LimaSisiNews, Sleman (DIY) –
Sidang perdana kasus dugaan money politics dalam Pemilihan Kepala Daerah (Pilkada) Sleman 2024 yang terjadi di Kalurahan Minggir, Godean mulai disidangkan kemarin, Rabu (18/12/2024) di Pengadilan Negeri (PN) Sleman.
Ada lima tersangka yang menjalani sidang perdana kemarin, yaitu S, S, GAS, HS, dan P., di mana mereka tampak tidak didampingi kuasa hukum.
Dalam pemeriksaan saksi, tujuh orang dihadirkan, terdiri dari perwakilan Badan Pengawas Pemilihan Umum [Pemilu]-(Bawaslu) Sleman, warga, dan Lurah Sendangmulyo.
Terkait pemanggilan Ketua Koalisi Pasangan calon (Paslon) Bupati dan Wakil Bupati terpilih – nomor 02 – (Harda Kiswaya – Danang Maharsa), Koeswanto, kapasitasnya hanya sebagai saksi yang dianggap mengetahui kejadian tersebut.
Menyikapi hal tersebut, kuasa hukum paslon 02, Iwan Setyawan, kepada awak media ini menjelaskan, kalau bicara hukum, sistem hukum, perkara tersebut di Indonesia sudah diatur di dalam undang – undang.
“Kalau seperti ini, kan, kita bicara terkait hukum, bicara sistem. Nah, di Indonesia ini, kan, sudah ada Undang-Undang (UU) tentang Money Politics yang tertuang dalam UU Nomor: 10 Tahun 2016. Itu yang mengatur tentang Pilkada, termasuk di situ di dalamnya ada larangan untuk bermain money politics yang tertuang dalam pasal 187 A yang terdiri dari 2 ayat,” jelas Iwan, Kamis (19/12/2024).
“Di dalam Undang-Undang itu sudah jelas ancaman hukumannya yaitu penjara minimal 3 tahun dan maksimal 6 tahun, dan denda minimal Rp200 juta, maksimal Rp1 miliar,” imbuhnya.
“Yang perlu dipahami oleh masyarakat bahwa hal itu adalah sistem yang negara buat. Ketika ada seseorang yang melakukan itu, itu tidak lagi orang berhadapan dengan orang, akan tetapi orang lawan negara karena yang buat Undang-Undang itu adalah negara. Jadi yang perlu diingat bukan terus seperti ini. Nanti yang melakukan adalah salah satu pendukung paslon setuju damai, ini tidak ada urusannya karena yang dilawan adalah negara. Tapi nanti para pengambil kebijakan antara hakim, jaksa dan lain-lain mungkin punya hati nurani sehingga bisa menimbang karena hakim punya hak untuk itu,” papar Iwan.

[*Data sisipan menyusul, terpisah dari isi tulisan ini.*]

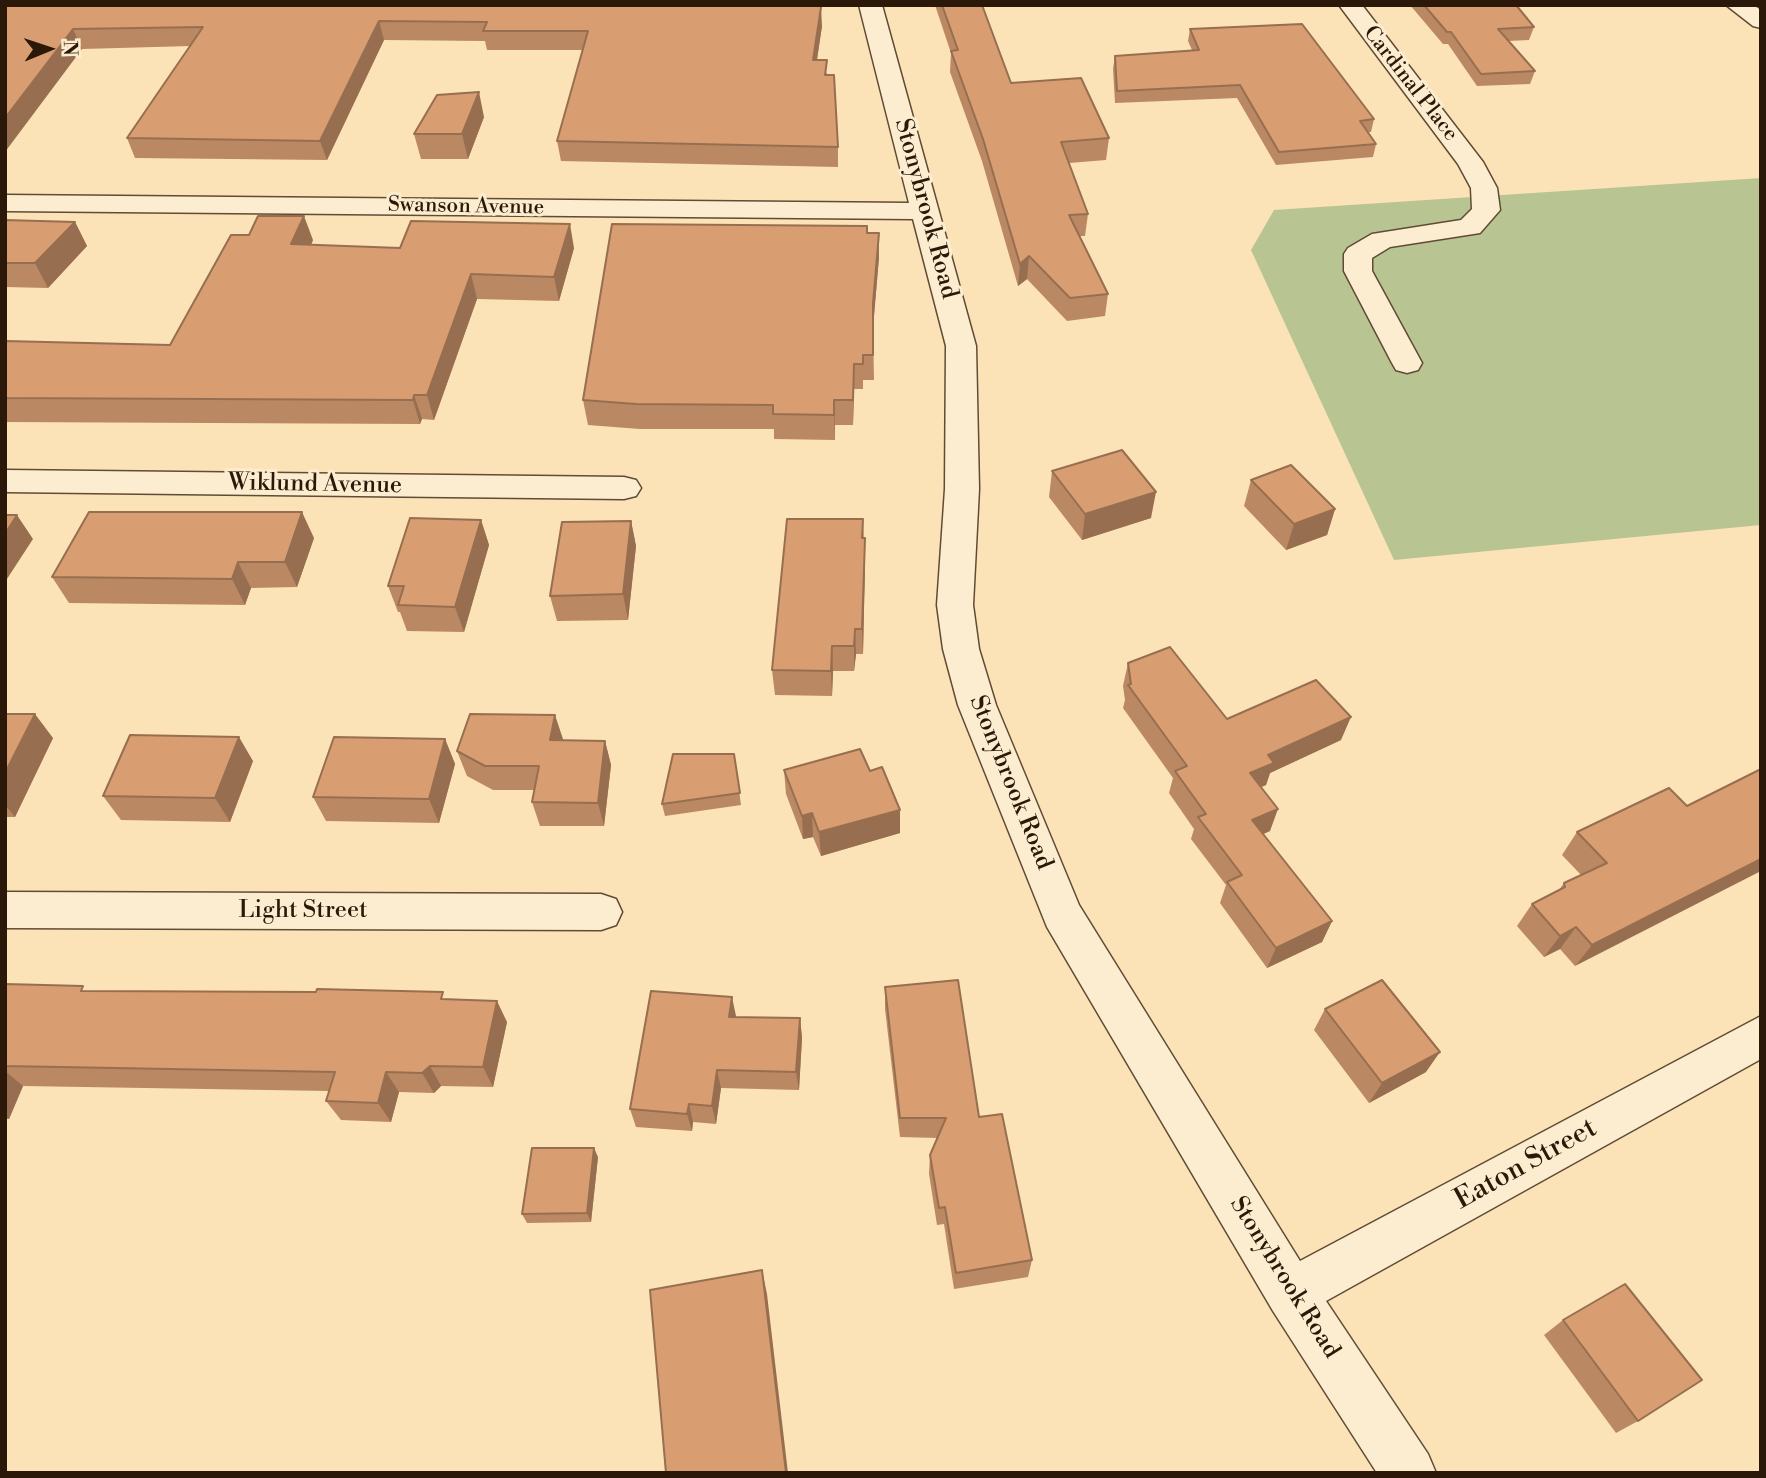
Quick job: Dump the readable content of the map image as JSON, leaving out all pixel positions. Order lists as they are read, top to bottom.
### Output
{
  "streets": {
    "street": [
      "Cardinal Place",
      "Swanson Avenue",
      "Stonybrook Road",
      "Wiklund Avenue",
      "Light Street",
      "Eaton Street"
    ]
  },
  "crossings": [
    ["Swanson Avenue", "Stonybrook Road"],
    ["Stonybrook Road", "Eaton Street"]
  ],
  "north": "right"
}
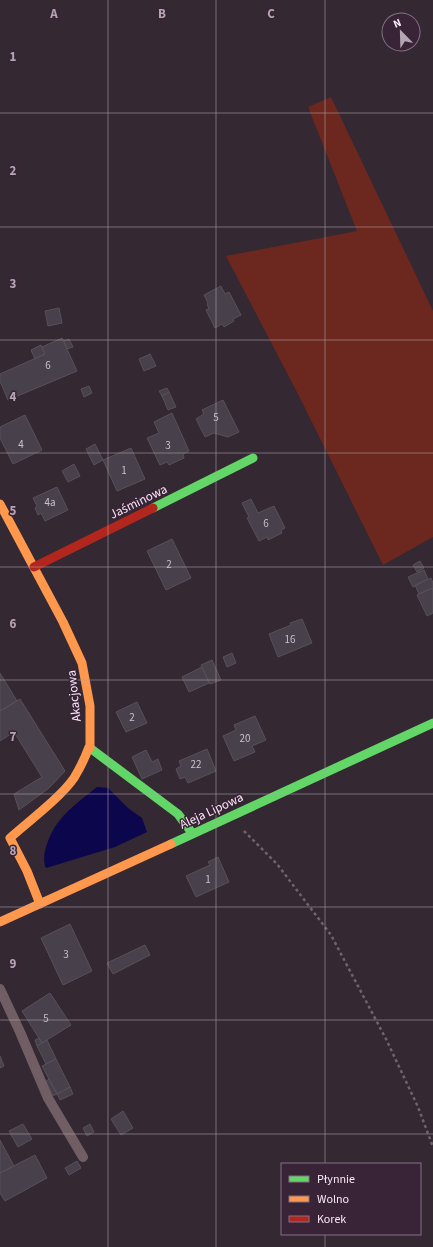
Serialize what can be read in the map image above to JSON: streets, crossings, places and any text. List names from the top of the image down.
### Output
{
  "streets": {
    "street": ["Jaśminowa", "Akacjowa", "Aleja Lipowa"]
  },
  "crossings": [
    ["Jaśminowa", "Akacjowa"]
  ],
  "house_numbers": [
    "6",
    "5",
    "4",
    "3",
    "1",
    "4a",
    "6",
    "2",
    "16",
    "2",
    "20",
    "22",
    "1",
    "3",
    "5"
  ],
  "legend": ["Płynnie", "Wolno", "Korek"],
  "north": "top left",
  "grid": {
    "columns": ["A", "B", "C"],
    "rows": [
      "1",
      "2",
      "3",
      "4",
      "5",
      "6",
      "7",
      "8",
      "9"
    ]
  }
}
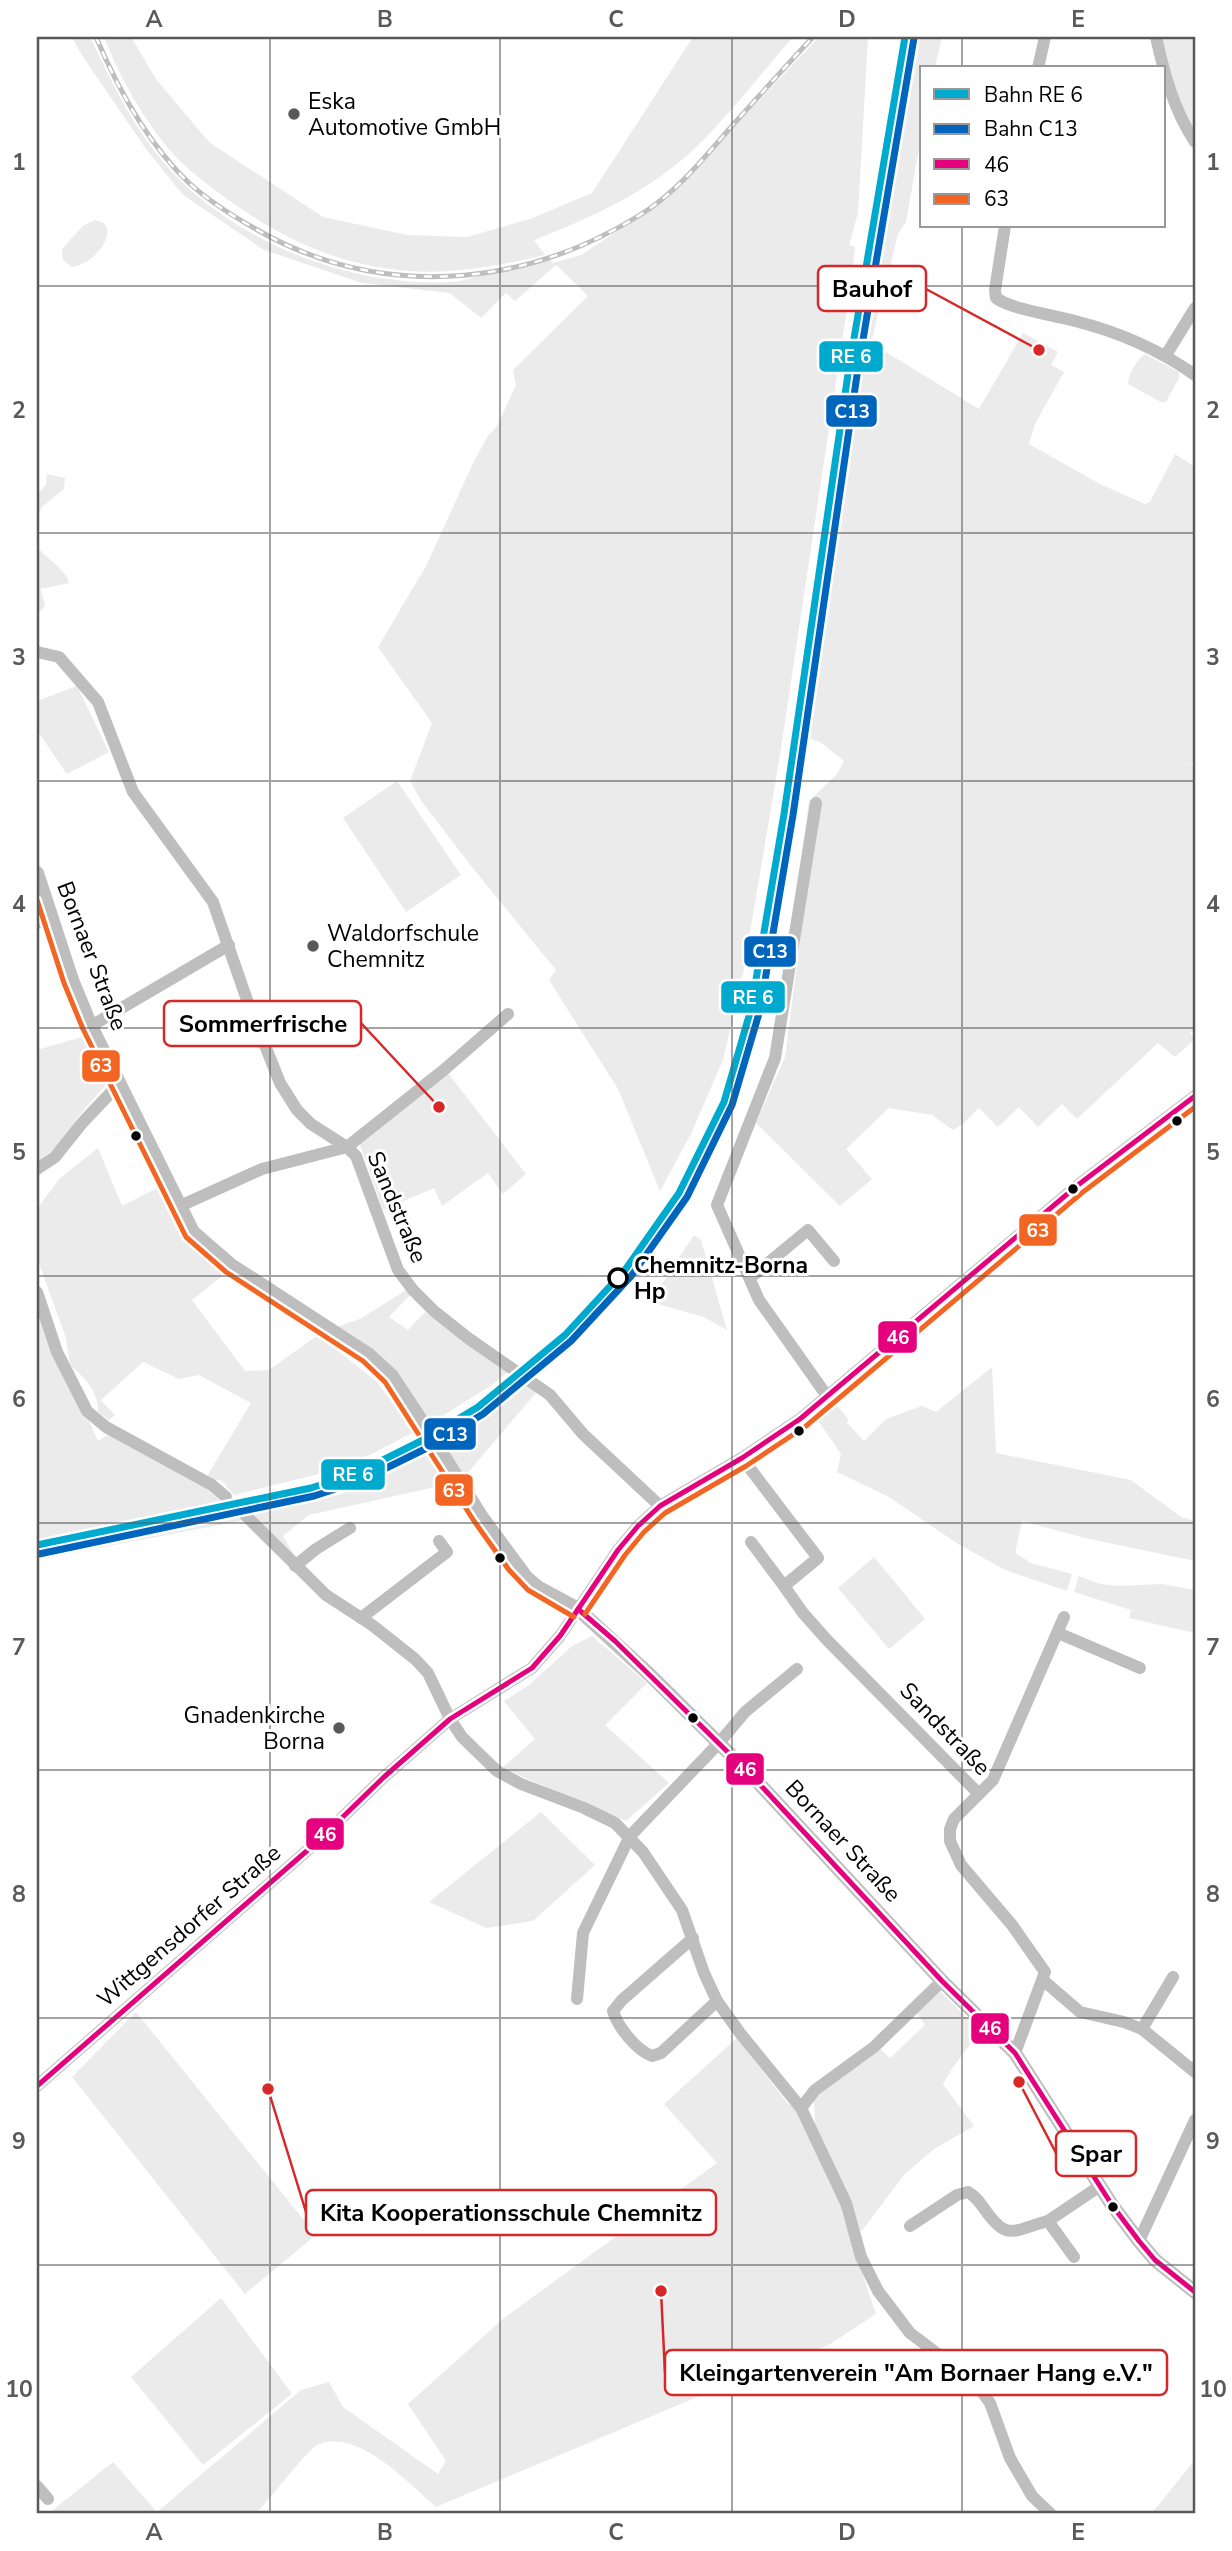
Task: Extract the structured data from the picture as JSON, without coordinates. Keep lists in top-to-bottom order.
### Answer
{
  "streets": {
    "main road": ["Bornaer Straße"],
    "street": ["Sandstraße", "Wittgensdorfer Straße"]
  },
  "crossings": [
    ["Bornaer Straße", "Sandstraße"],
    ["Bornaer Straße", "Wittgensdorfer Straße"],
    ["Sandstraße", "Wittgensdorfer Straße"]
  ],
  "places": [
    "Eska Automotive GmbH",
    "Bauhof",
    "Waldorfschule Chemnitz",
    "Sommerfrische",
    "Chemnitz-Borna Hp",
    "Gnadenkirche Borna",
    "Spar",
    "Kita Kooperationsschule Chemnitz",
    "Kleingartenverein \"Am Bornaer Hang e.V.\""
  ],
  "lines": ["rail line C13", "transit line 63", "transit line 46"],
  "legend": [
    "Bahn RE 6",
    "Bahn C13",
    "46",
    "63"
  ],
  "grid": {
    "columns": [
      "A",
      "B",
      "C",
      "D",
      "E"
    ],
    "rows": [
      "1",
      "2",
      "3",
      "4",
      "5",
      "6",
      "7",
      "8",
      "9",
      "10"
    ]
  }
}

Menurutnya, ketika terjadi money politics seperti ini mereka ribut. Yang kasihan rakyat yang jadi korban oleh para elit politik karena itu permainan para elit politik. Akhirnya rakyat yang menjadi korban. Sedangkan kalau melihat tujuan diadakannya Pilkada, seharusnya untuk kesejahteraan rakyat agar rakyat ini punya pemimpin, punya kepastian dan ada yang memimpin.